We still need an autocomplete widget. I see no reason why an autocomplete widget wouldn't also be useful for list fields.
I briefly discussed an idea of separating tags into a separate module. It would still rely on taxonomy. It would still be a field. However, tags would be a one-off field with an autocomplete widget that also supports adding new tags.
I can see creating a term field module before D7 is frozen, but I know for a few more weeks, that module would be identical to list and that list may continue to develop and change.
All of that said, I'm eager for feedback and advice. I'm happy to be working on this task!
Comment #9
yched CreditAttribution: yched commentedI see the arguments about 'term_ref field almost equals list field'. Right now in D6, node_ref and user_ref are maybe like 70% code duplicates, but the differences are not easily mergeable within the current field concepts. An OO model where a field type can subclass another would possibly alleviate some of this, but that's not likely to happen in D7.
More specifically on 'taxo as field':
- The problematic hunk
+ 'settings' => array('allowed_values_function' => '', 'vid' => ''),
is gone, but taxonomy_field_allowed_values() still refers to$field['settings']['vid']
.'vid' becomes an 'unofficial setting'? Works, I guess, but feels odd, and could easily break in the future.
Could possibly be worked around with a generic 'allowed_values_args' setting.
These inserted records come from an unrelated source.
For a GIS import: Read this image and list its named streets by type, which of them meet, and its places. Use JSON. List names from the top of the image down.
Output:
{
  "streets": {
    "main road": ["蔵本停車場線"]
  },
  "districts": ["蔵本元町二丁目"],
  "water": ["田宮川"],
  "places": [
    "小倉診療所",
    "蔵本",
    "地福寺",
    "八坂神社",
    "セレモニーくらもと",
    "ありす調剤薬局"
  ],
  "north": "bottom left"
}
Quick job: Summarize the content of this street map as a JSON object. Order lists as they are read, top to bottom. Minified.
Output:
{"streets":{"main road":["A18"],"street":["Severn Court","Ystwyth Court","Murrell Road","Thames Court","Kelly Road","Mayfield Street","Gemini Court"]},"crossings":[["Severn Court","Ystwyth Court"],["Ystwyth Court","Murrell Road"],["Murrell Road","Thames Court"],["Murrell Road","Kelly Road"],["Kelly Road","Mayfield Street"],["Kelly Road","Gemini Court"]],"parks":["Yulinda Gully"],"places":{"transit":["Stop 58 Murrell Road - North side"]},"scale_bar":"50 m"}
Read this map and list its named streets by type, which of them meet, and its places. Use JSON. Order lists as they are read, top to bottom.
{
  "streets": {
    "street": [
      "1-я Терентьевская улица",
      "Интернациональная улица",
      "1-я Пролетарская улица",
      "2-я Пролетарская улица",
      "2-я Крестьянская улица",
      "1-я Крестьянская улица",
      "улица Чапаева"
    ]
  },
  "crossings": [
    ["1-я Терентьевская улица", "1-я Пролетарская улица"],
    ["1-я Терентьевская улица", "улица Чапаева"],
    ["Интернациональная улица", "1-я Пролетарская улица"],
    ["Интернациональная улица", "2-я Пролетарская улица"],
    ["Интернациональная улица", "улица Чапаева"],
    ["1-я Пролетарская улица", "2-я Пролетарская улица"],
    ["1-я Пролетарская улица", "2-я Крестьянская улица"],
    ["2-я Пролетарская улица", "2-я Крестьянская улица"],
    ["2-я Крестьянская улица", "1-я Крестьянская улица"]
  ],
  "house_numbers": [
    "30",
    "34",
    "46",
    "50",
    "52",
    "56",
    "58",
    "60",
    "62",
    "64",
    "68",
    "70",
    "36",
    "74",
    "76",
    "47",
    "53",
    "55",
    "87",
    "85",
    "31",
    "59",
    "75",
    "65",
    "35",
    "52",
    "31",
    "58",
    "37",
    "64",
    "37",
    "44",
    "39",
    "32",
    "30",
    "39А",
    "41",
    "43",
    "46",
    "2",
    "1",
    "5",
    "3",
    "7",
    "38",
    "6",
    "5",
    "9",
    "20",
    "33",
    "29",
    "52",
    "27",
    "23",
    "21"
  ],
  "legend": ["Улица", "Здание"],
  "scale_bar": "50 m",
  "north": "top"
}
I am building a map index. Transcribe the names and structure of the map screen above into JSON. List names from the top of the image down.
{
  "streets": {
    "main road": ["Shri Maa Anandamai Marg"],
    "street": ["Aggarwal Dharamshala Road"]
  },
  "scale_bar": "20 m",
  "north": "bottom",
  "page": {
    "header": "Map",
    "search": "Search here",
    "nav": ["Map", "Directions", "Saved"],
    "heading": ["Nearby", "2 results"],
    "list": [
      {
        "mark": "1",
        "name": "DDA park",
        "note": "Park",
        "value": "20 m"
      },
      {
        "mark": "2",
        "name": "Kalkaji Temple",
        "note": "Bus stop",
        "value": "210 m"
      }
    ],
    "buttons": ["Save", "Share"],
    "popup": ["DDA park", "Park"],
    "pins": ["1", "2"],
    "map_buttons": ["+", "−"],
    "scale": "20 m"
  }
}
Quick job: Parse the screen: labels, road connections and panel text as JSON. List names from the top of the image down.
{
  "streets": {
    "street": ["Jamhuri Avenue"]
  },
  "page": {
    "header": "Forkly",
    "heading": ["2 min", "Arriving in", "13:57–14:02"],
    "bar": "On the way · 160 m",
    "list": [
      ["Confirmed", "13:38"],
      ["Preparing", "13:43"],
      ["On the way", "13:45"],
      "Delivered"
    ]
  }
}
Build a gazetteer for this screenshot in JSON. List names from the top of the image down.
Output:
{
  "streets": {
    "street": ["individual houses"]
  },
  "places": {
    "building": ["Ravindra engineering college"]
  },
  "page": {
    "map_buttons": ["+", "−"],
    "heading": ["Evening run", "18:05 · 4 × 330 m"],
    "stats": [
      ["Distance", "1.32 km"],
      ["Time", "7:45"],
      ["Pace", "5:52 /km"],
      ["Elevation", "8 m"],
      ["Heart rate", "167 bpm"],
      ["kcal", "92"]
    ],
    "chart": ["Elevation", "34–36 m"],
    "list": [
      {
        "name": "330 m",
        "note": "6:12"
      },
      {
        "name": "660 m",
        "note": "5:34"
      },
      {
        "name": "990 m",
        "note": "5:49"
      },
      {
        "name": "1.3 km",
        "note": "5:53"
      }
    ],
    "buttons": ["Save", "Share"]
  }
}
- the point raised in #8 about specific widget needs also applies to formatters : the current approach makes the 'Term: link', 'Term: plain text' formatters available for all 'list' fields, while they don't make sense for 'regular' list fields. This approach thus cannot be extended to other 'almost list field' field types without clobbering the list of display options with irrelevant choices. If the approach doesn't scale to similar use cases, I'm not sure it's a good approach.
- In #111127-207: Cache node_load we defined a generic pattern for 'reference' field types. For 'taxo as field', it translates to:
For performance, actual term data needs to be multiple-loaded at field_attach_load() time and get saved in the field cache, instead of having separate taxonomy_term_load() calls in the formatters (note : it seems to be the role of taxonomy_field_attach_load(), but I'm not sure what the function actually does).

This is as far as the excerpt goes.